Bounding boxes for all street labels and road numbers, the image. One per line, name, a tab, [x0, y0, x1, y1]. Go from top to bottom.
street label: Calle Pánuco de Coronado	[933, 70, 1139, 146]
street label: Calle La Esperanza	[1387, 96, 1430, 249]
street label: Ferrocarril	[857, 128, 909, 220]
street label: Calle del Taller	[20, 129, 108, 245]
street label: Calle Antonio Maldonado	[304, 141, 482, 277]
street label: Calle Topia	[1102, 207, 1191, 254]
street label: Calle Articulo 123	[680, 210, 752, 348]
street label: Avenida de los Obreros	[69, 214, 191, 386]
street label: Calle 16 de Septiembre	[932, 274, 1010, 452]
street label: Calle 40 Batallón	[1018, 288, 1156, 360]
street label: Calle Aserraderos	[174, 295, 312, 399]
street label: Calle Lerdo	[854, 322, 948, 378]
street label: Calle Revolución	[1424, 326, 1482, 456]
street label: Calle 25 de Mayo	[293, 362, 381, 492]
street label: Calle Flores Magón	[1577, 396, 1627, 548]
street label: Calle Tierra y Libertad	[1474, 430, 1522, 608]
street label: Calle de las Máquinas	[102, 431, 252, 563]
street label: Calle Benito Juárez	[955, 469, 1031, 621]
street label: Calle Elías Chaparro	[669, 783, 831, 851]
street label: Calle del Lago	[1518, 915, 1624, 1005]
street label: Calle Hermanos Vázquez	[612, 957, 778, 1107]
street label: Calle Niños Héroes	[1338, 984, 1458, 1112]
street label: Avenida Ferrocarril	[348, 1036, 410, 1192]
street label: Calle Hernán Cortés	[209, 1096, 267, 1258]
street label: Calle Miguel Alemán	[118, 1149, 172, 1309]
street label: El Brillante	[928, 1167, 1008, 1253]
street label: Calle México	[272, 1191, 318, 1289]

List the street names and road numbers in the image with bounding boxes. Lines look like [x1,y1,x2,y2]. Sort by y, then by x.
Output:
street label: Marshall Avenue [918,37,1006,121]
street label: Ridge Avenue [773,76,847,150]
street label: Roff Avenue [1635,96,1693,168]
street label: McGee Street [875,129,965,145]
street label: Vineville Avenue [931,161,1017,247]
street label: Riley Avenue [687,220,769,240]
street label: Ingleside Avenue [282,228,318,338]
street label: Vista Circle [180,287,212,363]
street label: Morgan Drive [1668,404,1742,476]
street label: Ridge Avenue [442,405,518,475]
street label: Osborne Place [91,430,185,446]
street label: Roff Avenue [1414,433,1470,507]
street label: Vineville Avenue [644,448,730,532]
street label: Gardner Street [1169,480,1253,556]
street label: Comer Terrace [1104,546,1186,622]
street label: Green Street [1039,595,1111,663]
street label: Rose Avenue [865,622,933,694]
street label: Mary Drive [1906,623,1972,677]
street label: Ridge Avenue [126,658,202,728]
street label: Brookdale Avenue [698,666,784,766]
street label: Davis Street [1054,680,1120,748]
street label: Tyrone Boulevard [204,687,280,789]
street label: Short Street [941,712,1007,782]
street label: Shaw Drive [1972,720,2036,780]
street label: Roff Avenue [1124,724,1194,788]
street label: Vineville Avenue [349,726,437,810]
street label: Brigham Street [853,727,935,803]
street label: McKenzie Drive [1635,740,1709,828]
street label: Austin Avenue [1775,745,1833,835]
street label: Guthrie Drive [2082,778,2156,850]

**YOUR TASK**
Restate the records above in full, keeping each line exactly as it stands.

**ANSWER SPACE**
Bounding boxes for all street labels and road numbers, the image. One per line, name, a tab, [x0, y0, x1, y1]. Go from top to bottom.
street label: Calle Pánuco de Coronado	[933, 70, 1139, 146]
street label: Calle La Esperanza	[1387, 96, 1430, 249]
street label: Ferrocarril	[857, 128, 909, 220]
street label: Calle del Taller	[20, 129, 108, 245]
street label: Calle Antonio Maldonado	[304, 141, 482, 277]
street label: Calle Topia	[1102, 207, 1191, 254]
street label: Calle Articulo 123	[680, 210, 752, 348]
street label: Avenida de los Obreros	[69, 214, 191, 386]
street label: Calle 16 de Septiembre	[932, 274, 1010, 452]
street label: Calle 40 Batallón	[1018, 288, 1156, 360]
street label: Calle Aserraderos	[174, 295, 312, 399]
street label: Calle Lerdo	[854, 322, 948, 378]
street label: Calle Revolución	[1424, 326, 1482, 456]
street label: Calle 25 de Mayo	[293, 362, 381, 492]
street label: Calle Flores Magón	[1577, 396, 1627, 548]
street label: Calle Tierra y Libertad	[1474, 430, 1522, 608]
street label: Calle de las Máquinas	[102, 431, 252, 563]
street label: Calle Benito Juárez	[955, 469, 1031, 621]
street label: Calle Elías Chaparro	[669, 783, 831, 851]
street label: Calle del Lago	[1518, 915, 1624, 1005]
street label: Calle Hermanos Vázquez	[612, 957, 778, 1107]
street label: Calle Niños Héroes	[1338, 984, 1458, 1112]
street label: Avenida Ferrocarril	[348, 1036, 410, 1192]
street label: Calle Hernán Cortés	[209, 1096, 267, 1258]
street label: Calle Miguel Alemán	[118, 1149, 172, 1309]
street label: El Brillante	[928, 1167, 1008, 1253]
street label: Calle México	[272, 1191, 318, 1289]

List the street names and road numbers in the image with bounding boxes. Lines look like [x1,y1,x2,y2]. Sort by y, then by x.
Output:
street label: Marshall Avenue [918,37,1006,121]
street label: Ridge Avenue [773,76,847,150]
street label: Roff Avenue [1635,96,1693,168]
street label: McGee Street [875,129,965,145]
street label: Vineville Avenue [931,161,1017,247]
street label: Riley Avenue [687,220,769,240]
street label: Ingleside Avenue [282,228,318,338]
street label: Vista Circle [180,287,212,363]
street label: Morgan Drive [1668,404,1742,476]
street label: Ridge Avenue [442,405,518,475]
street label: Osborne Place [91,430,185,446]
street label: Roff Avenue [1414,433,1470,507]
street label: Vineville Avenue [644,448,730,532]
street label: Gardner Street [1169,480,1253,556]
street label: Comer Terrace [1104,546,1186,622]
street label: Green Street [1039,595,1111,663]
street label: Rose Avenue [865,622,933,694]
street label: Mary Drive [1906,623,1972,677]
street label: Ridge Avenue [126,658,202,728]
street label: Brookdale Avenue [698,666,784,766]
street label: Davis Street [1054,680,1120,748]
street label: Tyrone Boulevard [204,687,280,789]
street label: Short Street [941,712,1007,782]
street label: Shaw Drive [1972,720,2036,780]
street label: Roff Avenue [1124,724,1194,788]
street label: Vineville Avenue [349,726,437,810]
street label: Brigham Street [853,727,935,803]
street label: McKenzie Drive [1635,740,1709,828]
street label: Austin Avenue [1775,745,1833,835]
street label: Guthrie Drive [2082,778,2156,850]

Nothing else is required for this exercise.